Aux États-Unis, on a coutume de dire que les deux partis politiques qui s’alternent sont de droite. C’est donc en toute logique qu’au pays des excès et des extrêmes, la communauté juive a excellé et rejeté toute tentation centriste. L’intégration a entraîné la disparition des cloisons et l’optimisme, la révolution des différences. De là, les ultra orthodoxes ont poursuivi leur survie en solitaire tout en côtoyant les conservateurs, réformés, ultralibéraux, reconstructionnistes, humanistes… Dissidences des dissidences, tout est dissidence. André Kaspi dissèque le panorama historique et toute la chronologie des révolutions cultuelles d’un «judaïsme américain étonnamment émietté», éclaté en «d’innombrables dénominations» et pratiques. La «protestanisation» des juifs américains est incontestable et révélée par la déclaration de Pittsburgh en 1885 qui fonde la réforme : «nous ne nous considérons plus comme une nation, mais comme une communauté religieuse et, par conséquent, nous n’espérons ni un retour en Palestine, ni le culte ou les sacrifices sous la direction des fils d’Aaron, ni la restauration d’aucune des lois concernant l’État juif». Ferme mais souriant, radical mais assumé comme le veut l’American way of life, la résolution est sans appel, au prix d’un paradigme surprenant qui interpelle l’auteur et souligne le particularisme de l’intégration : «plus ils se sont intégrés à la société américaine, moins ils suivent les pratiques religieuses (…) ils imaginent qu’en prenant leurs distances à l’égard des croyances religieuses ils sont devenus plus américains que les Américains. Peut-être…» . Le culturel a pris le pas sur le cultuel et la religion est désormais réduite au minimalisme.
 

 
Il n’y a pas la moindre éclipse dans la fidélité que le Juif porte à la bannière étoilée. Ce qui suppose une structure qui fédère et prenne en charge les questions communautaires. En Amérique, c’est un budget global d’information, de communication et d’organisation qui atteint les 6 milliards de dollars… L’American Jewish Committee, L’Anti Defamation League, l’American Jewish Joint Distribution et l’AIPAC tiennent le haut du pavé d’une foule d’agences qui assurent une veille constante des préoccupations juives internes et internationale, en se donnant pour objectif de les faire connaître au gouvernement américain, dans un ballet parfait d’allers-retours et un concerto omniprésent avec les pouvoirs publics, le Congrès, la Maison Blanche… Il en résulte une intensité de la vie associative typiquement américaine et une multitude d’actions efficaces dans la plus pure voie qu’Alexis de Tocqueville a pu décrire.
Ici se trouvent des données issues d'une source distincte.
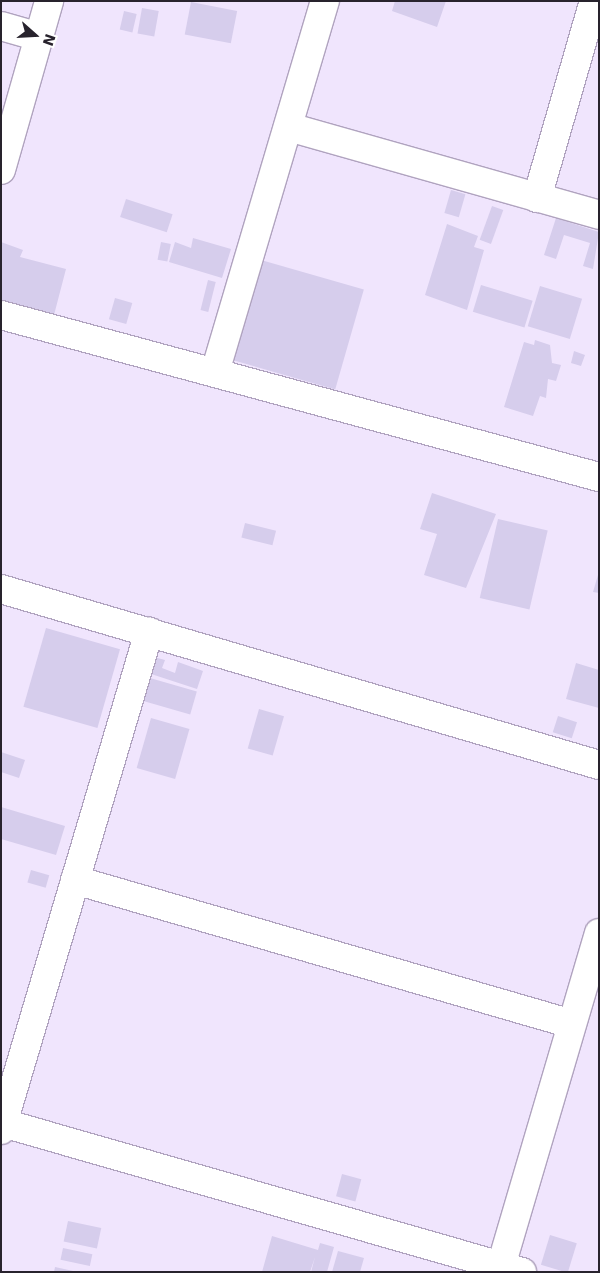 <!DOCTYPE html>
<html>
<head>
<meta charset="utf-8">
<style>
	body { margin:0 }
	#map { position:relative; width:600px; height:1273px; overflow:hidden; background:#f0e5fd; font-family:"DejaVu Sans",sans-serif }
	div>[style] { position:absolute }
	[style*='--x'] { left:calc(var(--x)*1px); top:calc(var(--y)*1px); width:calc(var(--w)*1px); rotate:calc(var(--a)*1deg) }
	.building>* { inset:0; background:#d6cdec; transform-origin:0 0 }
	.roads { filter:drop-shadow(1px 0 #b0a3bf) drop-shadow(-1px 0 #b0a3bf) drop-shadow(0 1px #b0a3bf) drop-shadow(0 -1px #b0a3bf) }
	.minor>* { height:28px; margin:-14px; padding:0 14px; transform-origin:14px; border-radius:14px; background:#fff }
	span { translate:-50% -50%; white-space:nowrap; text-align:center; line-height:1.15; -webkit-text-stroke:4.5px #fff; paint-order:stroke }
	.frame { position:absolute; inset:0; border:2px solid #28232d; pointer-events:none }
	.north { position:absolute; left:10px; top:10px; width:50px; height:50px; -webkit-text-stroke:4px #fff; paint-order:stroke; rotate:109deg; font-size:14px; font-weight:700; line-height:20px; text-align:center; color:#28232d }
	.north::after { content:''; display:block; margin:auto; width:18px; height:22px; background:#28232d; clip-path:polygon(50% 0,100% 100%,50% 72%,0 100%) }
</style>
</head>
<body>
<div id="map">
	<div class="building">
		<i style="clip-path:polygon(395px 1px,446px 1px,437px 27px,392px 11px)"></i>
		<i style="left:191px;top:2px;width:47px;height:33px;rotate:11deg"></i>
		<i style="left:142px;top:8px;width:17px;height:26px;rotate:10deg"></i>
		<i style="left:124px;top:11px;width:13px;height:19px;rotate:13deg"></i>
		<i style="left:451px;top:190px;width:15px;height:24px;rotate:16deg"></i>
		<i style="left:126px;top:199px;width:49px;height:19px;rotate:18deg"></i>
		<i style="left:492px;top:206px;width:12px;height:36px;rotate:20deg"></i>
		<i style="clip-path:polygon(556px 218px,599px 232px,593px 269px,583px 266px,590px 243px,564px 235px,556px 259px,544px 255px)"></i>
		<i style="clip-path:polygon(447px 224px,478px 236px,474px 247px,484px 250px,467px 310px,425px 295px)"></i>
		<i style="clip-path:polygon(193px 238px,231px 249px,222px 278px,169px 262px,175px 242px,191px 248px)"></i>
		<i style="clip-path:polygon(1px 242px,23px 250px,20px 257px,66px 269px,54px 315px,1px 301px)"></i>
		<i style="left:161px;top:242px;width:10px;height:18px;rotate:11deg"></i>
		<i style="left:261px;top:260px;width:107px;height:104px;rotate:16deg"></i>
		<i style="left:208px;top:280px;width:8px;height:31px;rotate:14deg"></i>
		<i style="left:481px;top:285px;width:54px;height:28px;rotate:17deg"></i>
		<i style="left:540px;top:286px;width:44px;height:42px;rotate:17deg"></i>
		<i style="left:115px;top:298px;width:18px;height:22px;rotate:16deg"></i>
		<i style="clip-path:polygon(535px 340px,550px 345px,552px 363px,561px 365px,556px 381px,548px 379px,546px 398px,540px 396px,533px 416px,504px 407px,524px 342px,534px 345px)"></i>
		<i style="clip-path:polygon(574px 351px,585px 355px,581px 366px,571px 363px)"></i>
		<i style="clip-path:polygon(432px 493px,496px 514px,466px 588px,424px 575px,437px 534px,420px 529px)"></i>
		<i style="left:498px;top:519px;width:51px;height:81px;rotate:13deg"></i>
		<i style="left:245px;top:523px;width:32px;height:15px;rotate:14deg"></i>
		<i style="clip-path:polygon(598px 575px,599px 575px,599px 593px,593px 592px)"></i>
		<i style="left:46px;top:628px;width:77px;height:82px;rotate:16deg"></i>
		<i style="clip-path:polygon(150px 656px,165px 660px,162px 668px,175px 673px,178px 662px,203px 671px,197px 689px,145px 672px)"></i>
		<i style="clip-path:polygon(576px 663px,599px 670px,599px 708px,566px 699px)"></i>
		<i style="left:143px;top:676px;width:56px;height:24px;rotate:16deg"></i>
		<i style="left:259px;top:709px;width:26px;height:41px;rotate:16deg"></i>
		<i style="left:558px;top:716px;width:20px;height:17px;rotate:18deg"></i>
		<i style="left:151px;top:718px;width:40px;height:52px;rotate:16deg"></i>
		<i style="clip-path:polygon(1px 752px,25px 760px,19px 778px,1px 772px)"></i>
		<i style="clip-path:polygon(1px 807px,65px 826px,56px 855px,1px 839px)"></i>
		<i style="left:31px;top:870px;width:19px;height:13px;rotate:16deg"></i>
		<i style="left:342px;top:1174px;width:20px;height:23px;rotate:15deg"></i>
		<i style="left:68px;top:1221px;width:34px;height:21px;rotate:12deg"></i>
		<i style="left:550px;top:1235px;width:28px;height:31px;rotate:17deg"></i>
		<i style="clip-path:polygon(272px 1236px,318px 1250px,320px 1243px,334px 1247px,327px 1272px,311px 1272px,315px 1257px,310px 1272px,262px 1272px)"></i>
		<i style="left:63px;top:1248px;width:30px;height:12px;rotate:12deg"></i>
		<i style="clip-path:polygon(338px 1251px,364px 1258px,360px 1272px,332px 1272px)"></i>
		<i style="clip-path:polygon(55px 1267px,73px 1271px,73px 1272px,54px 1272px)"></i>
	</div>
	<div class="roads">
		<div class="minor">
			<i style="--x:1;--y:26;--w:40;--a:16"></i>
			<i style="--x:289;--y:127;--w:322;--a:15.8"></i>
			<i style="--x:1;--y:170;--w:176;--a:-74.1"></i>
			<i style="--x:537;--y:198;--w:205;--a:-73.9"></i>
			<i style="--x:1;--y:315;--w:620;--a:15.16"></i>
			<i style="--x:215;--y:372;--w:387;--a:-73.5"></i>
			<i style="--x:1;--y:589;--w:623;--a:16.4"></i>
			<i style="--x:75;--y:880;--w:517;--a:16.16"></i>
			<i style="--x:3;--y:1123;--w:540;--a:16.02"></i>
			<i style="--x:1;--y:1130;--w:520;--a:-73.45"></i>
			<i style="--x:501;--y:1266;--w:347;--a:-73.6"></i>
		</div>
	</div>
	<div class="frame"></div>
	<div class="north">N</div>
</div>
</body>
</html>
Mais, n’en déplaise aux mauvais esprits et critiques souvent assassines, aux États-Unis le lobby n’est en rien un organisme clandestin ou inavouable, il possède une existence parfaitement légale et évolue dans la plus parfaite transparence. A l’appui d’une intense analyse statistique, André Kaspi en conclut que si on doit reconnaître aux organisations de la vie juive un véritable rôle moteur, on aurait «tort de lui attribuer un rôle déterminant dans l’élaboration de la politique étrangère des Etats-Unis», tant elles n’œuvrent et ne sont efficaces que dans le sens des intérêts du pays.
 
De leur arrivée en 1654 à ce jour, l’Amérique du Nord a offert aux Juifs la terre promise rassurante qui leur a permis de se hisser chaque génération davantage dans la hiérarchie sociale. Les grands-parents étaient tailleurs, les fils psychanalystes et les petits-enfants désormais traders, universitaires et producteurs. S’il n’y pas une série ou un film qui mette en scène un mariage juif, on doit admettre que l’un des deux conjoints ne l’est pas et que le buffet n’est certainement pas casher. La synagogue est désormais désertée et les mariages mixtes invitent les études statistiques et la démographie à une mathématique affolante. C’est l’assimilation «exagérée» qui fait désormais craindre à André Kaspi la disparition, ce thème récurrent enseigné par l’Histoire. Le lecteur est alerté sur cette spirale inquiétante, qui n’est pas l’apanage d’une souffrance mais d’un épanouissement, le résultat de l’accueil de la terre et de «l’excès d’affection» si propre aux américains. Déjà, en 1998, Alan Dershowitz annonçait l’ampleur du phénomène par un cri du cœur, «la vie juive américaine est en danger de disparaître, au moment où les juifs américains ont obtenu tout ce que nous voulions : l’acceptation, l’influence l’égalité».
 
Jérémie Boulay
 
Les juifs américains d’André KASPI
(Editions Plon, 2008 – série Points histoires, 2009)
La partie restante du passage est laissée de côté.